Replication — Eval

Goal

Show the test-set performance of the four trained models on the held-out final 12 months of district-month data. Numbers below are loaded from the metrics CSV produced by evaluator.py — they are the same numbers reported in the Results chapter.

Performance table

Table 1: Test-set performance across the four models on the held-out final 12 months.

	Model	RMSE (cases)	MAE (cases)	R²	MAPE (%)
0	Random Forest	131.43	72.10	0.8563	41.48
1	XGBoost	129.07	69.50	0.8614	44.64
2	MLP	128.07	71.45	0.8635	43.50
3	Weighted Ensemble	126.20	68.07	0.8675	41.01

Feature–target correlations

Table 2: Pearson correlation of each engineered feature with log(1 + cases), district-month panel.

	Feature	Pearson_r_with_log_cases
0	cases_lag1	0.731
1	temp_mean_lag1	0.599
2	temp_roll3	0.559
3	precip_lag1	0.313
4	monsoon	0.245
5	precip_roll3	0.208
6	humidity_lag1	0.180
7	flood_lag1	0.122
8	month_sin	-0.133
9	month_cos	-0.226

Interpretation

The Weighted Ensemble is the headline winner — R² = 0.8675, RMSE = 126.20, MAE = 68.07, MAPE = 41.01 %. It edges every individual model on every metric, validating the use of structurally distinct learners whose errors are partially uncorrelated.
All four architectures converge to within 0.012 R² of each other (Random Forest 0.8563, XGBoost 0.8614, MLP 0.8635, Ensemble 0.8675).
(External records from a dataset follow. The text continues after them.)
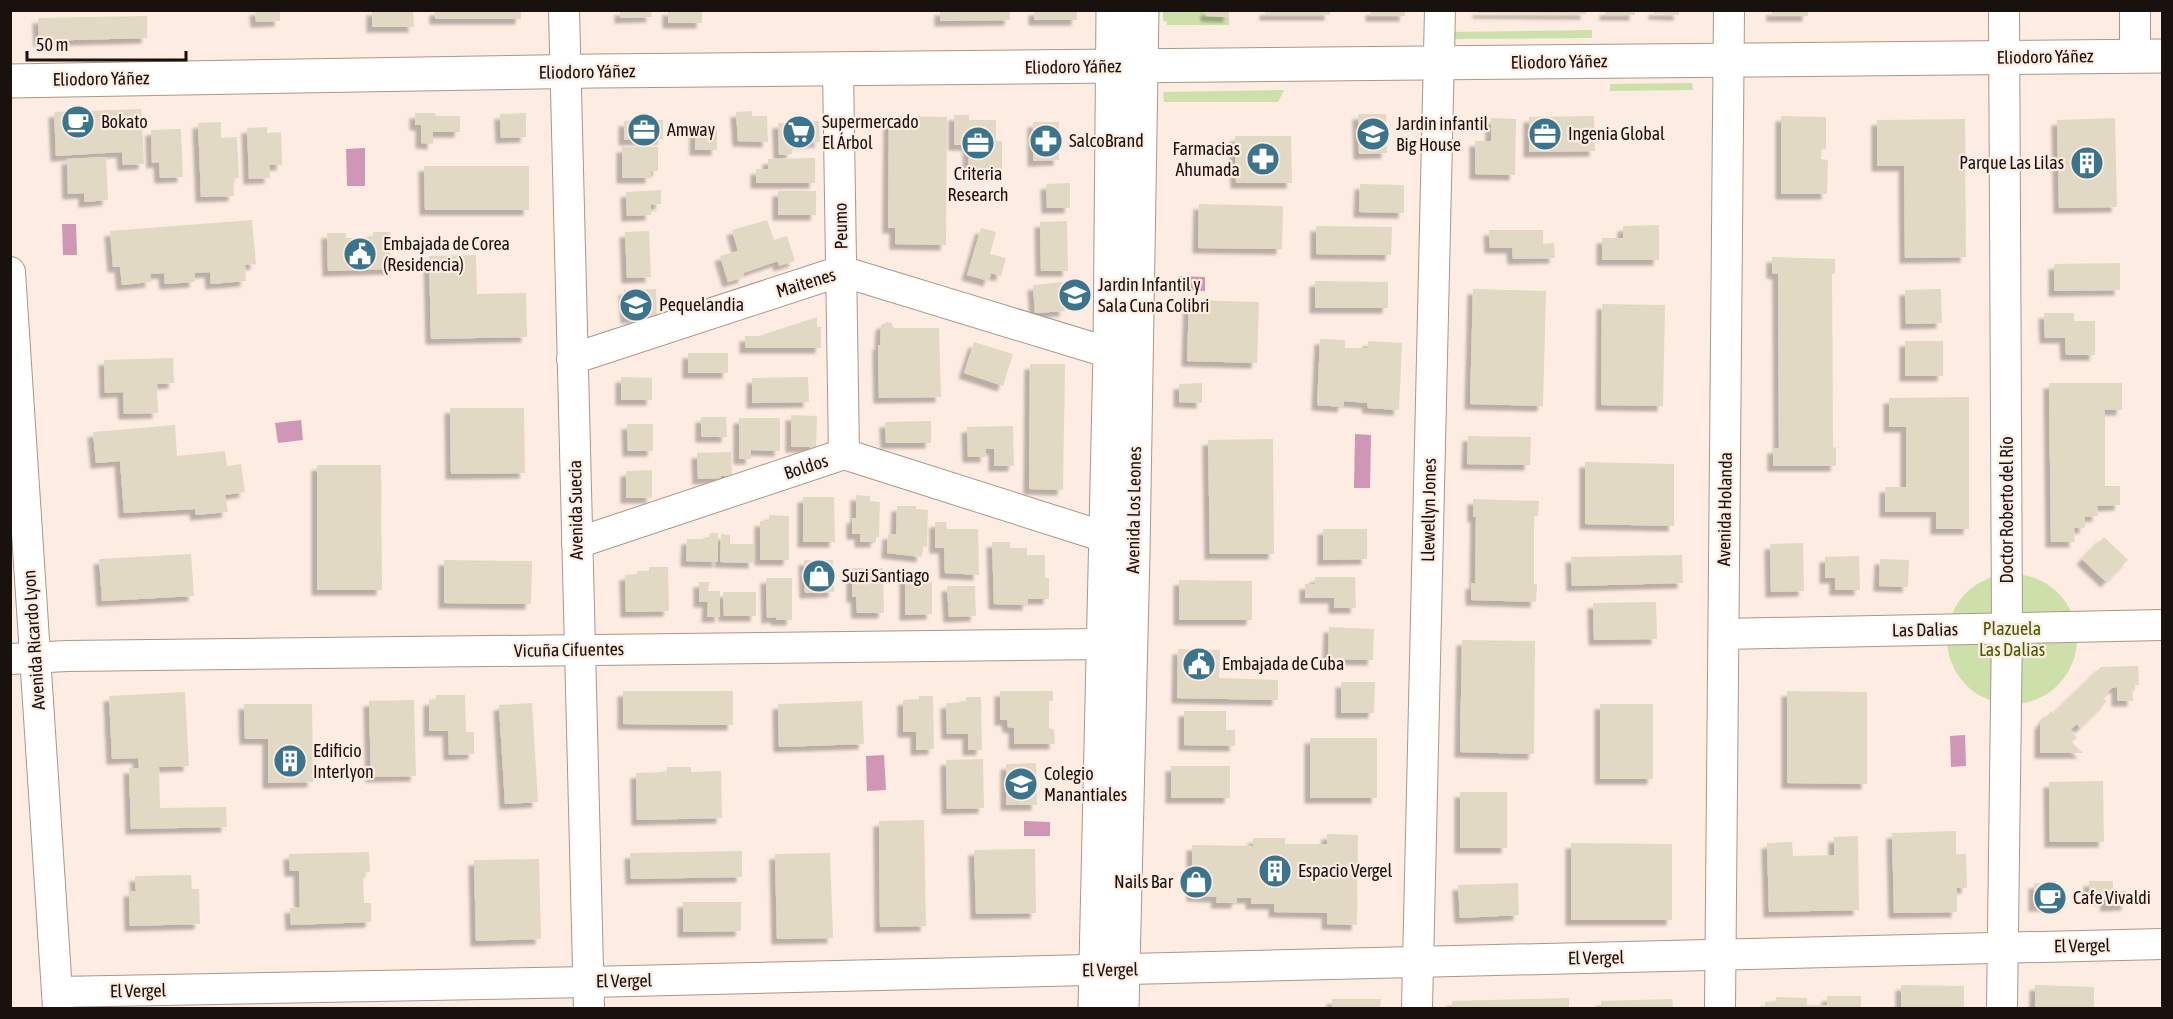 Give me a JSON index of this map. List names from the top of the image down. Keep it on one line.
{"streets":{"main road":["Eliodoro Yáñez","Avenida Los Leones"],"street":["Peumo","Maitenes","Boldos","Avenida Holanda","Avenida Suecia","Llewellyn Jones","Doctor Roberto del Río","Las Dalias","Avenida Ricardo Lyon","Vicuña Cifuentes","El Vergel"]},"crossings":[["Eliodoro Yáñez","Peumo"],["Eliodoro Yáñez","Avenida Holanda"],["Eliodoro Yáñez","Avenida Suecia"],["Eliodoro Yáñez","Avenida Los Leones"],["Eliodoro Yáñez","Llewellyn Jones"],["Eliodoro Yáñez","Doctor Roberto del Río"],["Peumo","Maitenes"],["Peumo","Boldos"],["Maitenes","Avenida Suecia"],["Maitenes","Avenida Los Leones"],["Boldos","Avenida Suecia"],["Boldos","Avenida Los Leones"],["Avenida Holanda","Las Dalias"],["Avenida Holanda","El Vergel"],["Avenida Suecia","Vicuña Cifuentes"],["Avenida Suecia","El Vergel"],["Avenida Los Leones","Vicuña Cifuentes"],["Avenida Los Leones","El Vergel"],["Llewellyn Jones","El Vergel"],["Doctor Roberto del Río","Las Dalias"],["Doctor Roberto del Río","El Vergel"],["Avenida Ricardo Lyon","Vicuña Cifuentes"],["Avenida Ricardo Lyon","El Vergel"]],"parks":["Plazuela Las Dalias"],"places":{"cafe":["Bokato","Cafe Vivaldi"],"office":["Amway","Ingenia Global","Criteria Research"],"supermarket":["Supermercado El Árbol"],"school or university":["Jardin infantil Big House","Jardin Infantil y Sala Cuna Colibri","Pequelandia","Colegio Manantiales"],"pharmacy":["SalcoBrand","Farmacias Ahumada"],"building":["Parque Las Lilas","Edificio Interlyon","Espacio Vergel"],"public building":["Embajada de Corea (Residencia)","Embajada de Cuba"],"shop":["Suzi Santiago","Nails Bar"]},"scale_bar":"50 m"} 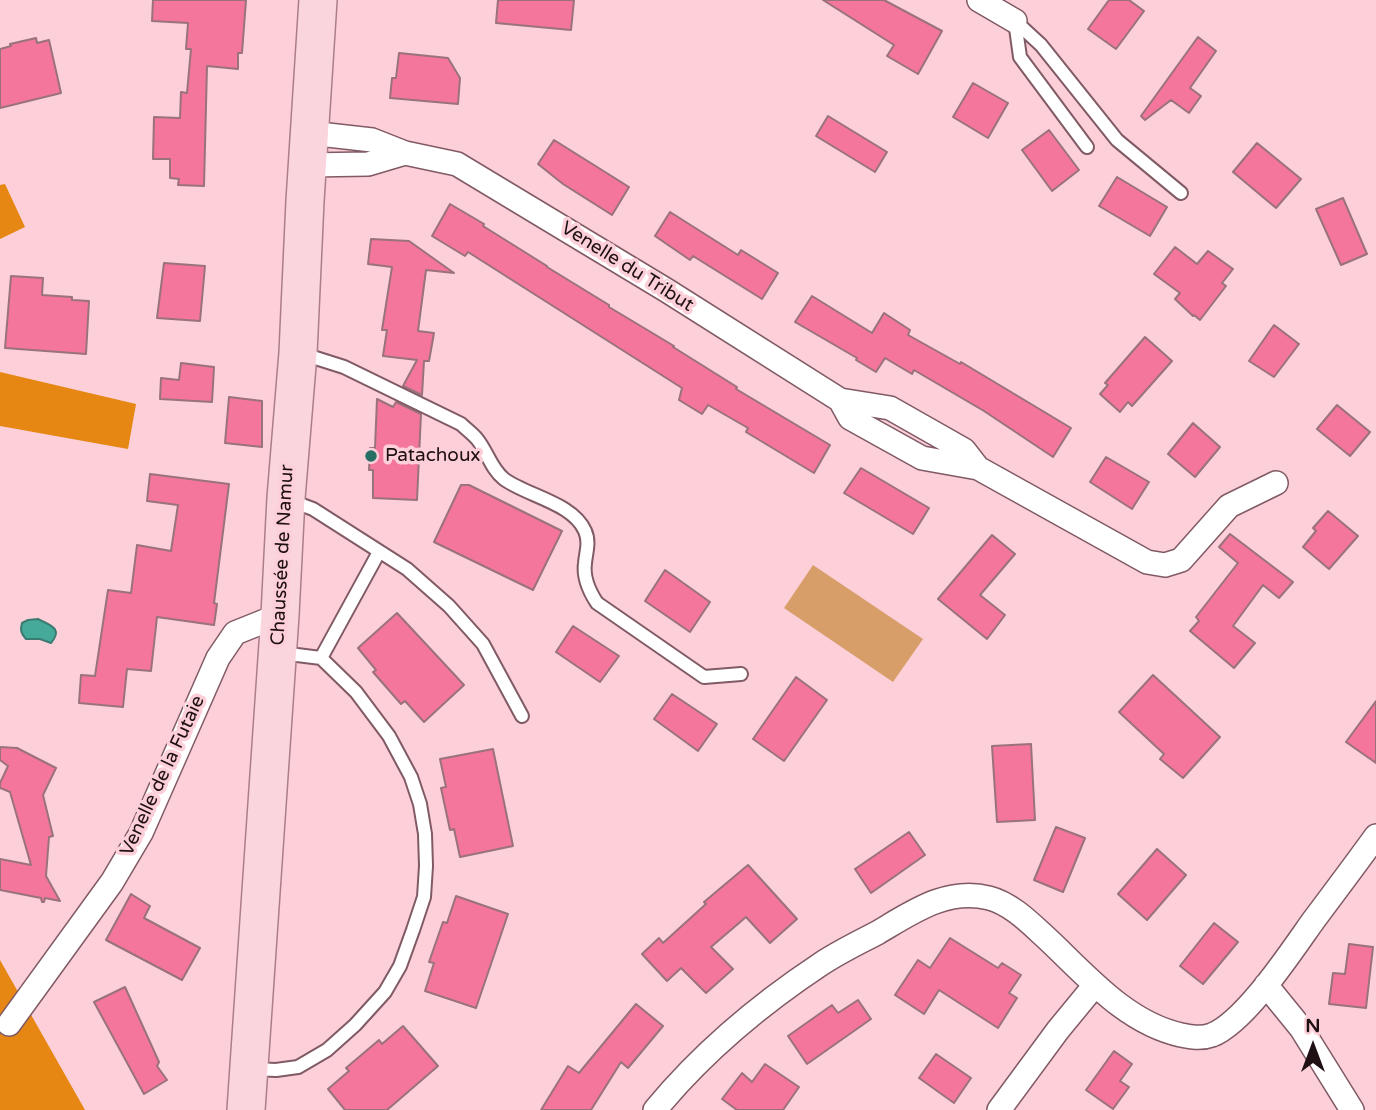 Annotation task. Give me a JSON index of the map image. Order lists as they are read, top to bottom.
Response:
{
  "streets": {
    "main road": ["Chaussée de Namur"],
    "street": ["Venelle du Tribut", "Venelle de la Futaie"]
  },
  "crossings": [
    ["Venelle du Tribut", "Chaussée de Namur"],
    ["Chaussée de Namur", "Venelle de la Futaie"]
  ],
  "places": ["Patachoux"],
  "north": "top"
}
This is not noise: it indicates the predictive ceiling is set by the climate × autoregressive signal in the data, not by the choice of model family.
XGBoost is the operational pick when only a single model can be deployed — lowest MAE among the individual models (69.50), interpretable gain-based feature importance, graceful handling of missing values, and reproducible under a fixed random seed.
Random Forest has the lowest MAPE among individuals (41.5 %), meaning marginally better proportional accuracy on low-incidence districts. It remains the conservative baseline.
MLP edges out the tree-based individual models on overall R² (0.8635) but at the cost of higher absolute-error variance and stricter input-scaling requirements.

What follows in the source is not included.